Definitions in art tend to be the province of critics, lumping a variety of styles together because they happen to occur at the same time. (In the theatre, think of Martin Esslin defining Theatre of the Absurd by grouping Ionesco, Beckett and Pinter who, in my opinion, occupy very different niches.) So it is with Postmodernism, a description applied rather vaguely to art and architecture. Thus before I try to apply the term to theatre, I need to attempt a definition here, just so that you know what I’m talking about.
Part of Postmodernism is deconstruction: exposing elements of an artwork to acknowledge that it is art, and therefore an artificial construction. It is art that talks about itself.
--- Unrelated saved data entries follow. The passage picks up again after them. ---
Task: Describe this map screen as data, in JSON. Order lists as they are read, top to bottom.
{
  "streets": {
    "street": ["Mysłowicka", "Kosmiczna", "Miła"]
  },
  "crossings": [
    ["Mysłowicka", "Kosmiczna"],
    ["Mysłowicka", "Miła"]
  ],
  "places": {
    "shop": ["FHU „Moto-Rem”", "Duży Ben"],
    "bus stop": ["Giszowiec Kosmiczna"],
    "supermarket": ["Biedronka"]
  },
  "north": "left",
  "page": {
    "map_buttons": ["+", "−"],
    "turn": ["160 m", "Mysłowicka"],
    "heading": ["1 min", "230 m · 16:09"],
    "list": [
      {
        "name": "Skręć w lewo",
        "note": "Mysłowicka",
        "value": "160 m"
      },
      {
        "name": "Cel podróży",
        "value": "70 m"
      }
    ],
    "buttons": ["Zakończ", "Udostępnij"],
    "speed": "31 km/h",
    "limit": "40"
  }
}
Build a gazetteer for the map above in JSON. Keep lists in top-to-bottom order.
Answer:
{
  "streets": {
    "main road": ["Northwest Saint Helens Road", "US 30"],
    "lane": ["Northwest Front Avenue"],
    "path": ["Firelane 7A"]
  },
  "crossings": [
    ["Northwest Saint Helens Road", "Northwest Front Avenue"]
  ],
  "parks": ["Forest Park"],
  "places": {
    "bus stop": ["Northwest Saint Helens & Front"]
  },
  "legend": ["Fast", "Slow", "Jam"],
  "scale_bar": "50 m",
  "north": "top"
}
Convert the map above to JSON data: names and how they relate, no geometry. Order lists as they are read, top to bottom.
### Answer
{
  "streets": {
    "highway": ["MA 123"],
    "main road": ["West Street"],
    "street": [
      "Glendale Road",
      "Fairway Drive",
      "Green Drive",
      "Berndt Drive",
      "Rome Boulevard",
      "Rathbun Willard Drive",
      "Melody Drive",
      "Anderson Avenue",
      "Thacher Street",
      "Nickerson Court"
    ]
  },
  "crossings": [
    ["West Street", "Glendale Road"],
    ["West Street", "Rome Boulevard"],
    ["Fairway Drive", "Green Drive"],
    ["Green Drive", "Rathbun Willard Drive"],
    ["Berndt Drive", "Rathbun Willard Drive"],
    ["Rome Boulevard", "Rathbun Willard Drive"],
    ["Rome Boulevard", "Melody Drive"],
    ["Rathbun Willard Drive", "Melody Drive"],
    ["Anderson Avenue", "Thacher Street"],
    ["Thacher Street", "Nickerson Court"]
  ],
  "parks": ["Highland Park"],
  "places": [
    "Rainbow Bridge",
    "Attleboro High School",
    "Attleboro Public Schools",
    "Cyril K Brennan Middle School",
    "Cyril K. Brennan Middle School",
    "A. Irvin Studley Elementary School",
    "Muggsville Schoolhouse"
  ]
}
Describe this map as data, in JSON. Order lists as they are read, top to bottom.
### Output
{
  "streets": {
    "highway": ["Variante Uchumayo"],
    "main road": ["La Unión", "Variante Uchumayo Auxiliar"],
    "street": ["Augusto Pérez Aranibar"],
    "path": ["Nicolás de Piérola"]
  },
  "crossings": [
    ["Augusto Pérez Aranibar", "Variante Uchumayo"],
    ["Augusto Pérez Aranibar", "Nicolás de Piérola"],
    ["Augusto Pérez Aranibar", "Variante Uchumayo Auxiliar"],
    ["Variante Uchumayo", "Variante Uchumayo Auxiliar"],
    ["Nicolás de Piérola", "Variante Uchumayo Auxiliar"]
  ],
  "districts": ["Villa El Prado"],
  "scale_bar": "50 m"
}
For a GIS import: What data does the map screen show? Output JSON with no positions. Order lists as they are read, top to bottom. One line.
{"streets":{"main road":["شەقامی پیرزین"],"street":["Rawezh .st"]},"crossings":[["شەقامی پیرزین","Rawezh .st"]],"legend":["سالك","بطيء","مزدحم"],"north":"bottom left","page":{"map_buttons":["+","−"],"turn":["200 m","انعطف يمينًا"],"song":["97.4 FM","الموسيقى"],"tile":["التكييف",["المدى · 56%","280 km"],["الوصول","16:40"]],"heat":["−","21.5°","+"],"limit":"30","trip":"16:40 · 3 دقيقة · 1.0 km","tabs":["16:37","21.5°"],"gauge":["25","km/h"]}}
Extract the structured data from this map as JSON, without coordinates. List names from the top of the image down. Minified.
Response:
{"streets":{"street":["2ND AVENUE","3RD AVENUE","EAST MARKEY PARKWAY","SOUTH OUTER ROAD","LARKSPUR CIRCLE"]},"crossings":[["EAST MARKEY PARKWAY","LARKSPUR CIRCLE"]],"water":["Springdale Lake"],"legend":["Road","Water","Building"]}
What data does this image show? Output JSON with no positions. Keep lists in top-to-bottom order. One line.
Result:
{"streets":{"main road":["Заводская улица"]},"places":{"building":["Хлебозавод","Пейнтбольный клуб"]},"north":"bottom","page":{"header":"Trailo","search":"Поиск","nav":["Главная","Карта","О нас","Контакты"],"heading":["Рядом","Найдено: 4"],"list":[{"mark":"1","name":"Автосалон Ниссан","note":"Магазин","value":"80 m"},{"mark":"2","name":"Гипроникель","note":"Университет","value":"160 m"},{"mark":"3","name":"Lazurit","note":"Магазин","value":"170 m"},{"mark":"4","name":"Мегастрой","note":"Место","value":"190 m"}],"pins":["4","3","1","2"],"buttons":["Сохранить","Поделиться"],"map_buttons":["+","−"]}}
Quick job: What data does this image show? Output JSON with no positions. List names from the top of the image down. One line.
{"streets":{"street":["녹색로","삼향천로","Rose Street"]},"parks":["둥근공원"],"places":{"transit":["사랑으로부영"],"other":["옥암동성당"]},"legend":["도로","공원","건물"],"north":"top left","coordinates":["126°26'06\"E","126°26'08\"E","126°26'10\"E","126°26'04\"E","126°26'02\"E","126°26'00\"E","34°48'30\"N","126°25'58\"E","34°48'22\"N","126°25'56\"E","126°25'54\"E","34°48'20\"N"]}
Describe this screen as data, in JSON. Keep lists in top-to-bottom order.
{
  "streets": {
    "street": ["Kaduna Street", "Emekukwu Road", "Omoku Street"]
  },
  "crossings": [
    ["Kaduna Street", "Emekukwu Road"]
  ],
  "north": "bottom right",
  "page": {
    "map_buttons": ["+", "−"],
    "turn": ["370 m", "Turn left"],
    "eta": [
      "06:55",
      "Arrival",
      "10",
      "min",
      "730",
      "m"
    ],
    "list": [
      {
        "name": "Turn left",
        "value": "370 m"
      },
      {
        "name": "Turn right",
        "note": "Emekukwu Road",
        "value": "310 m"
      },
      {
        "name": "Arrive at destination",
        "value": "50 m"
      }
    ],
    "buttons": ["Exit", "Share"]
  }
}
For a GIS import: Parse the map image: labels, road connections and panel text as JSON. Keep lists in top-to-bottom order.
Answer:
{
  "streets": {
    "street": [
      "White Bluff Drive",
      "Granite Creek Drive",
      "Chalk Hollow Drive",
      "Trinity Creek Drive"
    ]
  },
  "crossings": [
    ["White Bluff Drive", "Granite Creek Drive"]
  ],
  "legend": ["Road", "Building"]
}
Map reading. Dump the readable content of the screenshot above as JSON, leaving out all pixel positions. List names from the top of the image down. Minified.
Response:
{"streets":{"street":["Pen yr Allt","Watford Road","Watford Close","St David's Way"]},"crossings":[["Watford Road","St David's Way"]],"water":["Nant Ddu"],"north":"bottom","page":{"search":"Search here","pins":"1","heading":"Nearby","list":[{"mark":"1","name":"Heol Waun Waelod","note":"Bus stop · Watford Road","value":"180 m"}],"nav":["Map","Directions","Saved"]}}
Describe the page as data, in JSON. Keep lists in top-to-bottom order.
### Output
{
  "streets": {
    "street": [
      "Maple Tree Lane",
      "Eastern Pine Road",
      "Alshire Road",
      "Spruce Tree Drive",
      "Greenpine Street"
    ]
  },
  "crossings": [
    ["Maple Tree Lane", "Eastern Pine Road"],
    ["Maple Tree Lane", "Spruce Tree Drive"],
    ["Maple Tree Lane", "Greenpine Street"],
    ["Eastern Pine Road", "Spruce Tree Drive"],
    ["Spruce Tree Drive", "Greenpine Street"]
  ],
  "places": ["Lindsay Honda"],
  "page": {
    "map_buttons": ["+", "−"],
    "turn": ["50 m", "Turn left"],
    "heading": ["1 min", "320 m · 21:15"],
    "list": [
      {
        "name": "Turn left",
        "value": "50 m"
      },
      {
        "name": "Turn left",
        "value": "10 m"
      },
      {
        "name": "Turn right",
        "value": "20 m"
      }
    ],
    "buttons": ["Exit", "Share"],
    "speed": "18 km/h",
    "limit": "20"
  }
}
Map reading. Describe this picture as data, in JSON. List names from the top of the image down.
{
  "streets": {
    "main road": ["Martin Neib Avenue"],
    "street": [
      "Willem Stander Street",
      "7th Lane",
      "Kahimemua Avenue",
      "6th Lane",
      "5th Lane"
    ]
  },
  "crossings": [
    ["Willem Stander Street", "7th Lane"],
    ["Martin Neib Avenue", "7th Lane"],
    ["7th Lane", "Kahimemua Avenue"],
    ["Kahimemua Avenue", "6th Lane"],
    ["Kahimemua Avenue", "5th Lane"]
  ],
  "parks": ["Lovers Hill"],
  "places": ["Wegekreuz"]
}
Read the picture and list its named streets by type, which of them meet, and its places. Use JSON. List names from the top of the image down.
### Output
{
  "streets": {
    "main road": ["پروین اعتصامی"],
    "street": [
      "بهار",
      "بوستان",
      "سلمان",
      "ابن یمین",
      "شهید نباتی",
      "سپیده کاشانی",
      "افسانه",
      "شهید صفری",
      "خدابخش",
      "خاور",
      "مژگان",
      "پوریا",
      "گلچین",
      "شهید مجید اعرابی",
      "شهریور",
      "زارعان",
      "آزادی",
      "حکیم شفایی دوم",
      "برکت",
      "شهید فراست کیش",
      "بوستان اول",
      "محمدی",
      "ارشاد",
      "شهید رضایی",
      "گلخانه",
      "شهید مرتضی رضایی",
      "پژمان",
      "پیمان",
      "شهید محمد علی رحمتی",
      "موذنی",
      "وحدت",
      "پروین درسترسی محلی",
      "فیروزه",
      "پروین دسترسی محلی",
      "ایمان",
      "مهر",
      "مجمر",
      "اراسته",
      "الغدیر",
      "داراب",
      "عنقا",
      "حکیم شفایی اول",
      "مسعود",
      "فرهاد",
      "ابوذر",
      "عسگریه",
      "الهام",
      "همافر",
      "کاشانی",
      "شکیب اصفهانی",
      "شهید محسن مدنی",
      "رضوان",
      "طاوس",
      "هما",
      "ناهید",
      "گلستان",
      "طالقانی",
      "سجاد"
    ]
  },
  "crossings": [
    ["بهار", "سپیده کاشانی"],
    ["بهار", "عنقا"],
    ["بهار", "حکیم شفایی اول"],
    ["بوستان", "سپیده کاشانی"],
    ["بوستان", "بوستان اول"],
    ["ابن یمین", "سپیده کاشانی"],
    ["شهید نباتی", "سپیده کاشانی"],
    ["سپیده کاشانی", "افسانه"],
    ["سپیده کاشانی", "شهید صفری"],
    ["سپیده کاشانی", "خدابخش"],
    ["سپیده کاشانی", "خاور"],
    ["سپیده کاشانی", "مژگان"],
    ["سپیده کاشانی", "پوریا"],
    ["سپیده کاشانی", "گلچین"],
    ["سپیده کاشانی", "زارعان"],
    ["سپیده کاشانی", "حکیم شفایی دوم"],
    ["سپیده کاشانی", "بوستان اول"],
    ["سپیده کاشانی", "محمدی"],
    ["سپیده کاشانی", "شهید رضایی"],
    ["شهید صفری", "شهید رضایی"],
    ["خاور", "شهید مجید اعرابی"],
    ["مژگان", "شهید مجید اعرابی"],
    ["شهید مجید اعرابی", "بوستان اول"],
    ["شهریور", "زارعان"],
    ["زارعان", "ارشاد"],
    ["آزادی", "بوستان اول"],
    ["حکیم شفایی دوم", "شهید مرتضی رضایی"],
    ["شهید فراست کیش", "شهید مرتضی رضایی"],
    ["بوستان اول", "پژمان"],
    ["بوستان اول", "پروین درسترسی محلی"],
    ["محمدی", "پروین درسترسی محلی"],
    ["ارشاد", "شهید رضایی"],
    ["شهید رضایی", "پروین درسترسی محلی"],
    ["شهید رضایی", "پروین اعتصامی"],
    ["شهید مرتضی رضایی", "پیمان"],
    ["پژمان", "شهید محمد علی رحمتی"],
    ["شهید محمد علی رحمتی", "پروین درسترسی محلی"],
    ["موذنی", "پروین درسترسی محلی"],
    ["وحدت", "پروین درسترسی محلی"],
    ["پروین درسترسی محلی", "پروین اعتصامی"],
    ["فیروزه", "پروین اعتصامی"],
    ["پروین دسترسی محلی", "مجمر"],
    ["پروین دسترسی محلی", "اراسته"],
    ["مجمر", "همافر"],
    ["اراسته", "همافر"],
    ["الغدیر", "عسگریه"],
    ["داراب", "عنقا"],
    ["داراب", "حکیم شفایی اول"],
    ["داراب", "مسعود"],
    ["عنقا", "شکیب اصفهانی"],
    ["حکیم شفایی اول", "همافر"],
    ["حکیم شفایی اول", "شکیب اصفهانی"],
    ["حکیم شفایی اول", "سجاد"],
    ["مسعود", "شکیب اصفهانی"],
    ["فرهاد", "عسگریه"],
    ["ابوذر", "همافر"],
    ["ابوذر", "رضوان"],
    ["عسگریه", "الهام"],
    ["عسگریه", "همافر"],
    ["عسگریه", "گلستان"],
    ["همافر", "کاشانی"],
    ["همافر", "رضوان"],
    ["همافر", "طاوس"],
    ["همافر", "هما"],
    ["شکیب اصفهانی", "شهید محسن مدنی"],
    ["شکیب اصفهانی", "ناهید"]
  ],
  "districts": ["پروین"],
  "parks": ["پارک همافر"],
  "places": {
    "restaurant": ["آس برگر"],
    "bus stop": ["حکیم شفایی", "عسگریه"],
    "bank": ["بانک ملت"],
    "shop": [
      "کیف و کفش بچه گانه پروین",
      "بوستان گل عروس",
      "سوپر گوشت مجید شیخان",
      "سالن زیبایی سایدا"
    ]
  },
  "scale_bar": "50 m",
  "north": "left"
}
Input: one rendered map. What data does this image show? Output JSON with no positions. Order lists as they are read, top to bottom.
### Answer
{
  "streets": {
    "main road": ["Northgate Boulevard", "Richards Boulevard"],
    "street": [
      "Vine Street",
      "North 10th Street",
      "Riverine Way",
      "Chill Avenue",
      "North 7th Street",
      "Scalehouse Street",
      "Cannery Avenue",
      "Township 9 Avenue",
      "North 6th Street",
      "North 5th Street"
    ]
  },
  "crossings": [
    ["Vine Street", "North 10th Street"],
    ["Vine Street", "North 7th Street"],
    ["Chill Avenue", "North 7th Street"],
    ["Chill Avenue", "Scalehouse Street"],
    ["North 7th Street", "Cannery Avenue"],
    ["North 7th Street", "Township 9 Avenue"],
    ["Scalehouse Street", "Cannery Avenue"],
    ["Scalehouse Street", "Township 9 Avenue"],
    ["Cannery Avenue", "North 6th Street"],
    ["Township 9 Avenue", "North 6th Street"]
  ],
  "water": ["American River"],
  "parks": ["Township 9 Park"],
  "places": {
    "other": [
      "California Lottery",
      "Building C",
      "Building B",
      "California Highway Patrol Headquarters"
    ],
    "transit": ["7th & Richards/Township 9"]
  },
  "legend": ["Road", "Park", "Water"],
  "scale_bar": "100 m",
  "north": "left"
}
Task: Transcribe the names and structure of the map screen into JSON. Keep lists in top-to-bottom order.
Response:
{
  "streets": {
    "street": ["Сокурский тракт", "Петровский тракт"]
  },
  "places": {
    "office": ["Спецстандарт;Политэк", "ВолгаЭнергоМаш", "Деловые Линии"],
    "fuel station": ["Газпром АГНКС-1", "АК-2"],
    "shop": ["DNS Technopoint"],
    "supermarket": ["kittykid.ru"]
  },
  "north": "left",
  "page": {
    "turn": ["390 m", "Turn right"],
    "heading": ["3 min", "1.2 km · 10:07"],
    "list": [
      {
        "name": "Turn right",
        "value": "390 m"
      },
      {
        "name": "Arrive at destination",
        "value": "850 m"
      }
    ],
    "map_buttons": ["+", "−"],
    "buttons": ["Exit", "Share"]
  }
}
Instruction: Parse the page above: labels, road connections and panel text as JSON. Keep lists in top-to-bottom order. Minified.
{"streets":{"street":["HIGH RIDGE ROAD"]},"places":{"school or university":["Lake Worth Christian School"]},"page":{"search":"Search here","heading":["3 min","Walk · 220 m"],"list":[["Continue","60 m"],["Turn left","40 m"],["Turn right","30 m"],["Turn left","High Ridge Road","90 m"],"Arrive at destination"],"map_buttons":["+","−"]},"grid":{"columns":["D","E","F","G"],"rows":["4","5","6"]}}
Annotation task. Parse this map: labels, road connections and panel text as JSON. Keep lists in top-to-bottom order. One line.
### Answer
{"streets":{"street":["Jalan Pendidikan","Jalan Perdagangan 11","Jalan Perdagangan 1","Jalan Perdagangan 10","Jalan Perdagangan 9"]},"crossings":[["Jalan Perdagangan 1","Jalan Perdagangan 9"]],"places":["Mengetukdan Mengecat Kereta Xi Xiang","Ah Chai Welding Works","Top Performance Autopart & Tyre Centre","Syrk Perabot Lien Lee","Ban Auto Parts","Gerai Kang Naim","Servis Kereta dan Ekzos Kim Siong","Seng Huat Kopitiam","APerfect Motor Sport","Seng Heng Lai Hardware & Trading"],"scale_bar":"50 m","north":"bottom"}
In theatre, this would be anything the breaks the audience’s suspension of disbelief and reminds them that they are sitting in a theatre watching a show. If you are being extreme about this, you could argue that anything that breaks the fourth wall (the invisible barrier between auditorium and stage) and has members of a cast interacting directly with the audience is postmodern, but then you would have to include many theatrical presentations, including pretty much every panto (see Who Talks Back). No, to be Postmodern, you have to go further in exposing the mechanics of the production to the audience – for example by bringing on the stage crew or director.
Having written it in that way, I realise that I have indulged in occasional Postmodern elements myself. In Robin Hood and the Singing Nun there is a scene set in Sherwood Forest created by a backdrop with a couple of cut-out trees. The next scene opens in the same set but another part of the forest, with Will Scarlet complaining that they all look the same. Robin assures him that the trees are further apart. When Will says “They look the same to me”, two crew members come on and move the cut-out trees by a few inches.
That broke the flow. It reminded the audience that they were looking at plywood and paint, rather than a real forest. They knew that already, of course, but they’d pushed it to the back of their minds in order to believe in character and plot.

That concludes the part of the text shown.